Insights into the Mechanism of <i>n</i>-Hexane Reforming over a Single-Site Platinum Catalyst
Shuchen Zhang, Luning Chen, Zhiyuan Qi, Zhuo Lei, Jeng‐Lung Chen, Chih‐Wen Pao, Ji Su, Gábor A. Somorjai
Abstract
We demonstrate that the single-site catalyst Pt1/CeO2 greatly enhances the selectivity of cyclization and aromatization in the n-hexane reforming reaction. Specifically, the selectivity of single-site Pt1/CeO2 toward both cyclization and aromatization is above 86% at 350 °C. The turnover frequency of Pt1/CeO2 is 58.8 h–1 at 400 °C, which is close to that of Pt cluster/CeO2 (61.4 h–1) and much higher than that of Pt nanoparticle/CeO2 with Pt sizes of 2.5 and 7 nm. On the basis of the catalytic results for methylcyclopentane reforming, the dehydrocyclization and further aromatization of n-hexane are attributed to the prominent adsorption of ring intermediate products on the single-site Pt1/CeO2 catalysts.

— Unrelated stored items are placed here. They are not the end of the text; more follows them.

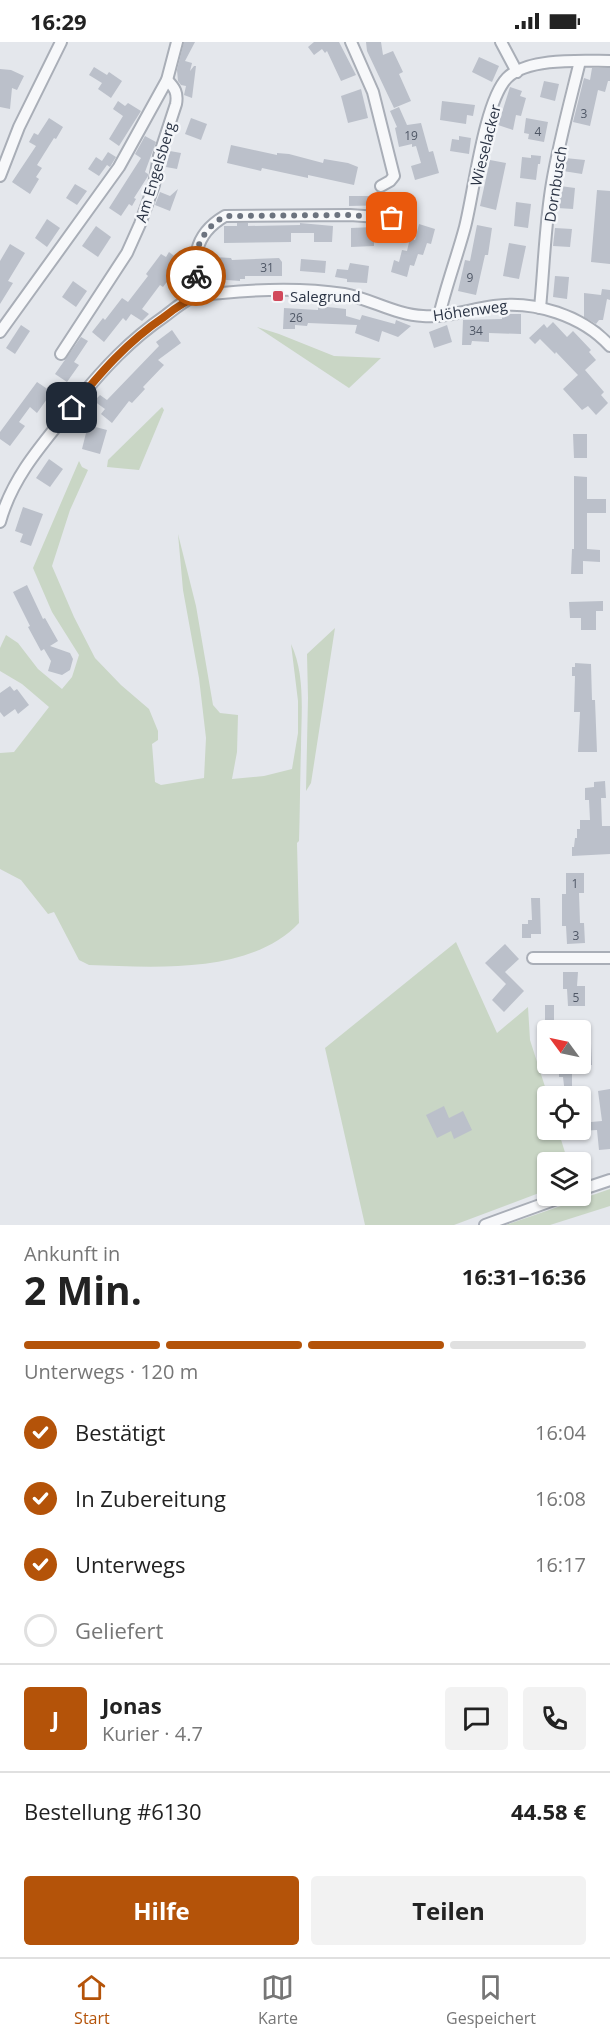 <!DOCTYPE html>
<html lang="de">
<meta charset="utf-8">
<style>
:root{--surface:#fff;--page:#f2f2f2;--text:#222;--muted:#767676;--line:#e0e0e0;--accent:#b45309}
body{margin:0;font-family:"Open Sans",sans-serif;background:var(--page);color:var(--text);height:100vh;display:flex;flex-direction:column;font-size:22px;white-space:nowrap}
*{box-sizing:border-box;margin:0}
p{font-size:20px;color:var(--muted)}
.icon{flex:none;width:33px;height:33px;fill:none;stroke:currentColor;stroke-width:2;stroke-linecap:round;stroke-linejoin:round}
.map{position:relative;height:1183px;overflow:hidden}
.side{display:flex;flex-direction:column;background:var(--surface);flex:1}
.side>*{flex:none}
.needle{width:39px;rotate:303deg}
.tools{position:absolute;left:537px;top:978px;display:grid;gap:12px}
.tools a{display:grid;place-items:center;width:54px;height:54px;border-radius:6px;background:var(--surface);box-shadow:0 2px 4px #0004;font-size:30px}
.pin{position:absolute;display:grid;place-items:center;width:51px;height:51px;color:#fff;margin:-26px;border-radius:12px;box-shadow:0 3px 9px #0006}
.courier{position:absolute;display:grid;place-items:center;width:60px;height:60px;margin:-30px;border:4px solid #b45309;border-radius:50%;background:#fff;color:#222;box-shadow:0 2px 8px #0007}
.overview em{font-style:normal;font-weight:700}
.overview div{display:flex;flex-direction:column-reverse}
.overview{display:flex;align-items:center;justify-content:space-between;height:102px;padding:0 24px}
h1{font-size:39px;font-weight:700;line-height:45px}
.bar{display:grid;grid-template-columns:repeat(4,1fr);gap:9px 6px;align-content:center;height:72px;padding:0 24px}
.bar i{height:8px;border-radius:4px;background:var(--line)}
.bar .current{background:var(--accent)}
.bar p{grid-column:span 4}
.line{display:flex;align-items:center;gap:15px;padding:0 24px;border-top:2px solid var(--line)}
.line div{flex:1}
.round{display:grid;place-items:center;flex:none;width:63px;height:63px;border-radius:6px;background:var(--page)}
ol{padding:0 24px;list-style:none}
li{display:flex;align-items:center;gap:18px;height:66px}
li p{margin-inline-start:auto}
li .icon{padding:6px;border-radius:50%;background:var(--accent);color:#fff;stroke-width:4}
li:last-child{color:var(--muted)}
li i{width:33px;height:33px;border:3px solid var(--line);border-radius:50%}
.primary-button{display:flex;gap:12px;margin-top:auto;padding:12px 24px}
.primary-button a{flex:1;height:69px;border-radius:6px;background:var(--accent);color:#fff;font-size:24px;font-weight:700;line-height:69px;text-align:center}
.primary-button a+a{background:var(--page);color:var(--text)}
.status{display:flex;justify-content:space-between;align-items:center;height:42px;padding:0 30px;background:var(--surface);direction:ltr}
.status svg{height:16px;fill:currentColor}
.tab-bar{display:flex;justify-content:space-around;align-items:center;height:84px;border-top:2px solid var(--line);background:var(--surface);font-size:16px;color:var(--muted)}
.tab-bar a{display:grid;justify-items:center;gap:3px}
.tab-bar .current{color:var(--accent)}
.map>svg:first-child{display:block}
</style>
<div class="status"><b>16:29</b><svg viewBox="0 0 49 12"><path d="M0 12V9h3v3zM5 12V6h3v6zM10 12V3h3v9zM15 12V0h3v12zM26 1h20v11H26zM47 4h2v5h-2z"/></svg></div>
<div class="map">
<svg width="610" height="1183" viewBox="0 0 610 1183">
<rect width="100%" height="100%" fill="#e4e7ec"/>
<g fill="#c9d6c5">
<path d="M257,285L279,292L334,314L381,316L349,346Z"/>
<path d="M162,365L164,368L139,428L107,425L108,418Z"/>
<path d="M79,419L82,425L88,428L70,468L52,524L74,575L95,616L121,643L149,667L158,689V698L152,702L155,740L161,743L204,736L206,696L199,636L183,548L178,492L196,564L213,663L220,671L238,673L237,710L232,737L264,734L292,727L298,691V659L291,602C306,634 301,673 301,707C300,737 300,768 299,799L297,801L299,881C250,933 154,925 89,923L79,918L54,870L48,872L21,838L0,827V711L14,710L49,665L22,642L0,629V606L6,593L18,601L38,627L62,647L72,635L79,613L52,570L33,526Z"/>
<path d="M335,586L311,741L306,749L308,656L307,612Z"/>
<path d="M456,900L497,991L528,965L530,998L548,1054V1088H558L568,1120H548L547,1148L454,1183H365L325,1006Z"/>
<path d="M610,1147V1164L550,1183H506Z"/>
</g>
<g fill="#bbc0ca">
<path d="M184,0H195L185,19L192,21L190,29L194,24H196L192,56L184,53L186,44L181,43L178,39L177,28Z"/>
<path d="M314,0H339L356,33L341,39L327,9L325,11L322,7L314,13L308,5Z"/>
<path d="M366,0H381L383,13L393,9L403,30L399,32L411,59L394,66L367,9Z"/>
<path d="M479,15L499,24L492,40L472,30Z"/>
<path d="M94,25L107,33L109,30L122,39L111,56L98,47L102,41L89,33Z"/>
<path d="M592,26H610V39H608L605,50L598,48L590,84L573,80L584,36L590,38Z"/>
<path d="M0,27L11,28L24,34L17,48L12,46L10,67L0,65Z"/>
<path d="M544,39L559,42L555,59L540,55Z"/>
<path d="M510,45L522,49L520,54L526,56L521,74L516,73L513,88L498,83Z"/>
<path d="M361,47L368,76L348,81L341,54Z"/>
<path d="M118,59L125,64L128,61L141,69L119,104L109,97L123,74L113,67Z"/>
<path d="M442,59L475,63L473,74L467,73L466,82L440,78Z"/>
<path d="M399,65L407,83L421,81L429,110L433,109L439,131L415,138L411,124L421,121L416,104L412,105V102L399,105L395,86L397,85L390,69Z"/>
<path d="M49,76L63,85L56,97L54,96L37,123L42,126L36,135L39,137L30,152L12,140L36,104L29,100L34,91L38,93Z"/>
<path d="M191,76L207,82L201,98L185,92Z"/>
<path d="M526,76L548,80L544,100L528,97L529,92L524,91Z"/>
<path d="M145,94L156,100L145,130L148,132V134L134,156L136,157L132,164L129,162L121,174L109,166L141,116L135,112Z"/>
<path d="M459,94L471,96L469,112L450,109L452,97L459,98Z"/>
<path d="M231,103L277,113V111L289,112L323,121L324,117L348,121L358,125L354,143L308,133V136L262,126L261,129L227,121Z"/>
<path d="M170,109L181,111L177,127L166,125Z"/>
<path d="M108,110L116,115L110,125L107,123L99,134L88,127L96,115L102,119Z"/>
<path d="M531,113L541,114L540,122H538L536,138L520,136L522,115L531,116Z"/>
<path d="M565,116L585,118L582,132L563,129Z"/>
<path d="M490,118L506,121L496,168L480,164Z"/>
<path d="M75,142L87,149L77,163L66,156Z"/>
<path d="M560,144L575,146L573,167L557,166Z"/>
<path d="M178,147L170,169L155,163L160,150L170,154Z"/>
<path d="M597,148L610,149V222L591,220Z"/>
<path d="M349,154H391V163L349,164Z"/>
<path d="M516,160L531,162L528,186L514,184Z"/>
<path d="M47,177L60,186L47,205L35,196Z"/>
<path d="M237,181H248V184L300,183V181L333,184L332,200H314V191H291V200L224,201V184H237Z"/>
<path d="M419,182L435,187L431,202L427,201L423,213L418,212L414,224L410,223L407,235L391,230L394,218L399,220L402,208L407,209L410,196L415,198Z"/>
<path d="M477,183L492,186L488,213H485L476,253L458,249L465,218L470,219Z"/>
<path d="M96,184L111,195L98,215L82,204Z"/>
<path d="M374,185V204L351,205V186Z"/>
<path d="M555,186L572,187L570,205L553,204Z"/>
<path d="M509,201L526,204L519,237L503,234Z"/>
<path d="M10,202L25,211L8,239L13,241L0,262V219Z"/>
<path d="M169,210L182,220L163,245L160,243L142,267L149,272L142,279L131,272L126,279L123,276L104,300L92,290L103,276L105,278L122,256L128,260L148,234L146,232L161,212L166,215Z"/>
<path d="M214,215L231,216L232,218L279,216L282,220V234H245V237H240V239L214,237Z"/>
<path d="M301,217L326,219L325,231L300,229Z"/>
<path d="M350,221L369,224L367,241L347,240V237L335,235L337,227L348,228Z"/>
<path d="M555,234L569,235L567,257L553,255Z"/>
<path d="M73,239L87,249L76,265L62,255Z"/>
<path d="M602,247L610,248V258L607,257L603,278H599L596,282L584,275V251L601,253Z"/>
<path d="M318,264L346,267V274L360,278L362,273L395,282L396,278L411,284L398,295L382,289L379,300L355,291L357,283L308,281L307,284L295,283V287H283L284,266L318,268Z"/>
<path d="M502,272H521V292L489,291V300L472,299L471,303H462L463,278L502,277Z"/>
<path d="M553,280L567,295L573,289L591,308L589,310L596,318L585,328L604,350L601,353L608,361L596,373L588,364L582,368L563,347L578,333L556,310L555,312L540,297L535,302L529,296L544,282L547,286Z"/>
<path d="M21,283L30,289L15,312L6,306Z"/>
<path d="M447,283L452,300L434,306L429,290Z"/>
<path d="M172,288L181,301L158,318L164,323L143,345L145,347L132,361L129,359L112,381L101,372L105,367L94,359L100,353L107,358L159,304L156,300Z"/>
<path d="M81,295L88,299L74,320L79,323L67,340L55,332Z"/>
<path d="M37,340L52,350L37,371L30,365L19,380L25,384L10,404L0,397V390Z"/>
<path d="M88,383L107,388L100,412L82,407Z"/>
<path d="M573,392H587V416H574Z"/>
<path d="M49,417L63,427L50,445L36,436Z"/>
<path d="M574,434L587,435V457H606V471H587V507L600,508V520L583,519V532H571L572,507H574Z"/>
<path d="M23,465L43,472L31,504L20,500L23,492L15,489Z"/>
<path d="M27,543L43,577L45,576L58,599L50,604L70,611L73,617L70,628L62,633L48,629L51,619L44,607L41,609L28,585L30,584L13,550Z"/>
<path d="M603,559V569H596V588H581V576H570L569,560Z"/>
<path d="M575,621L591,622L592,658H595L597,710H578L580,670H574L575,634H572V625H575Z"/>
<path d="M10,644L14,649L17,647L29,663L18,672L15,667L4,675L0,670V651Z"/>
<path d="M605,739L606,756H601L602,784H610V812L572,814V805H574L575,796H577V787H580V778H590L589,758H585V746L594,745V740Z"/>
<path d="M566,831H584V851H579L580,881H584L585,901L567,902L566,884H562V852H566Z"/>
<path d="M531,856H540L541,892H531V896H522V882H528V878H532Z"/>
<path d="M505,902L519,917L505,930L524,949L504,970L492,958L506,942L485,921Z"/>
<path d="M563,930H578L577,944H585V964H568L567,947H563Z"/>
<rect x="545" y="963" width="9" height="25"/>
<path d="M580,1002H591L592,1023H580Z"/>
<path d="M559,1026H572V1044H574V1053L565,1052L563,1035H559Z"/>
<path d="M610,1047V1107L599,1108L597,1088L580,1089V1081L602,1079L598,1049Z"/>
<path d="M444,1064L449,1076L463,1069L472,1088L454,1097L451,1089L437,1096L426,1073Z"/>
</g>
<g fill="none" stroke-linecap="round" stroke-linejoin="round">
<defs>
<g id="minor">
<path d="M351,0L373,50L394,134L390,139L381,144"/>
<path d="M501,0L517,30"/>
<path d="M0,134L19,85L61,0"/>
<path d="M200,254C193,219 191,194 225,174L350,173L392,176"/>
<path d="M540,266C544,225 545,182 552,141C559,100 570,60 580,19"/>
<path d="M439,274C446,244 457,215 465,185C474,150 484,60 507,36C528,15 583,19 610,19"/>
<path d="M0,290L119,125L167,38L177,0"/>
<path d="M61,312L127,211L140,182L154,143L159,114L176,62C178,51 175,46 167,38"/>
<path d="M0,480C13,432 47,397 77,359C104,326 130,298 165,274C173,268 182,260 191,256C200,252 212,252 222,251C262,247 305,246 344,252C371,257 396,273 423,274C446,276 471,267 494,264C534,258 583,274 610,304"/>
<path d="M533,916H610"/>
<path d="M580,1148L610,1138"/>
<path d="M485,1183L565,1154"/>
</g>
</defs>
<use href="#minor" stroke="#a9aeb7" stroke-width="14"/>
<use href="#minor" stroke="#f7f8fa" stroke-width="10"/>
</g>
<g fill="none" stroke-linecap="round" stroke-linejoin="round">
<path stroke="#6c737f" stroke-width="6" stroke-dasharray="0 10.8" d="M196,234C192,209 202,187 225,174L350,173L392,176"/>
<path stroke="#b45309" stroke-width="8" d="M72,366C100,331 127,300 164,275C175,266 186,258 200,254L196,234"/>
</g>
<rect fill="#d1495b" stroke="#f4f6f9" stroke-width="2" x="272" y="248" width="12" height="12" rx="3"/>
<g text-anchor="middle" dominant-baseline="central" stroke-width="5" stroke-linejoin="round" paint-order="stroke">
<g font-size="12" fill="#4f5766">
<text x="584" y="71">3</text>
<text x="538" y="89">4</text>
<text x="411" y="93">19</text>
<text x="267" y="225">31</text>
<text x="470" y="235">9</text>
<text x="296" y="275">26</text>
<text x="476" y="288">34</text>
<text x="575" y="841">1</text>
<text x="576" y="893">3</text>
<text x="576" y="955">5</text>
</g>
<g font-size="15" fill="#2b3445" stroke="#f4f6f9">
<text transform="translate(485 103) rotate(-76)">Wieselacker</text>
<text transform="translate(155 130) rotate(-73)">Am Engelsberg</text>
<text transform="translate(555 142) rotate(-81)">Dornbusch</text>
<text transform="translate(470 268) rotate(-8)">Höhenweg</text>
</g>
<g font-size="15" fill="#2b3445" stroke="#f4f6f9" text-anchor="start">
<text x="290" y="254">Salegrund</text>
</g>
</g>
</svg>
<div class="tools">
<a><svg class="needle" viewBox="-14 -14 28 28"><path d="M0-13l5 13h-10z" fill="#e53935"/><path d="M0 13l5-13h-10z" fill="#767676"/></svg></a>
<a><svg class="icon" aria-label="locate" viewBox="0 0 24 24"><circle cx="12" cy="12" r="6"/><path d="M12 2v4M12 18v4M2 12h4M18 12h4"/></svg></a>
<a><svg class="icon" aria-label="layers" viewBox="0 0 24 24"><path d="M12 4l9 5-9 5-9-5zM3 14l9 5 9-5"/></svg></a>
</div>
<div class="pin" style="left:392px;top:176px;background:#ea580c"><svg class="icon" aria-label="bag" viewBox="0 0 24 24"><path d="M5 8h14l-1 12H6zM9 8a3 3 0 0 1 6 0"/></svg></div>
<div class="pin" style="left:72px;top:366px;background:#1f2937"><svg class="icon" aria-label="home" viewBox="0 0 24 24"><path d="M3 11l9-7 9 7M6 9v11h12V9"/></svg></div>
<div class="courier" style="left:196px;top:234px"><svg class="icon" aria-label="bike" viewBox="0 0 24 24"><circle cx="6" cy="16" r="4"/><circle cx="18" cy="16" r="4"/><path d="M6 16l4-8h5l3 8M10 8l3 8H6M13 5h3"/></svg></div>
</div>
<section class="side">
<div class="overview"><div><h1>2 Min.</h1><p>Ankunft in</p></div><em>16:31–16:36</em></div>
<div class="bar"><i class="current"></i><i class="current"></i><i class="current"></i><i></i><p>Unterwegs · 120 m</p></div>
<ol>
<li><svg class="icon" aria-label="check" viewBox="0 0 24 24"><path d="M5 12l5 5 9-10"/></svg>Bestätigt<p>16:04</p></li>
<li><svg class="icon" aria-label="check" viewBox="0 0 24 24"><path d="M5 12l5 5 9-10"/></svg>In Zubereitung<p>16:08</p></li>
<li><svg class="icon" aria-label="check" viewBox="0 0 24 24"><path d="M5 12l5 5 9-10"/></svg>Unterwegs<p>16:17</p></li>
<li><i></i>Geliefert</li>
</ol>
<div class="line" style="height:108px"><b class="round" style="background:var(--accent);color:#fff">J</b><div><b>Jonas</b><p>Kurier · 4.7</p></div><a class="round"><svg class="icon" aria-label="chat" viewBox="0 0 24 24"><path d="M4 5h16v11H9l-5 4z"/></svg></a><a class="round"><svg class="icon" aria-label="phone" viewBox="0 0 24 24"><path d="M5 4h4l2 5-3 2q2 4 5 5l2-3 5 2v4C11 20 4 13 5 4z"/></svg></a></div>
<div class="line" style="height:78px"><div>Bestellung #6130</div><b>44.58 €</b></div>
<div class="primary-button"><a>Hilfe</a><a>Teilen</a></div>
</section>
<nav class="tab-bar">
<a class="current"><svg class="icon" aria-label="home" viewBox="0 0 24 24"><path d="M3 11l9-7 9 7M6 9v11h12V9"/></svg>Start</a>
<a><svg class="icon" aria-label="map" viewBox="0 0 24 24"><path d="M3 6l6-2 6 2 6-2v14l-6 2-6-2-6 2zM9 4v14M15 6v14"/></svg>Karte</a>
<a><svg class="icon" aria-label="saved" viewBox="0 0 24 24"><path d="M7 4h10v16l-5-4-5 4z"/></svg>Gespeichert</a>
</nav>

On the other side, with the multiple Pt adjacent active sites, the cluster and nanoparticle Pt/CeO2 samples favor the C–C bond cracking reaction. Ultimately, this in-depth study unravels the principles of hydrocarbon activation with different Pt sizes and represents a key step toward the rational design of new heterogeneous catalysts.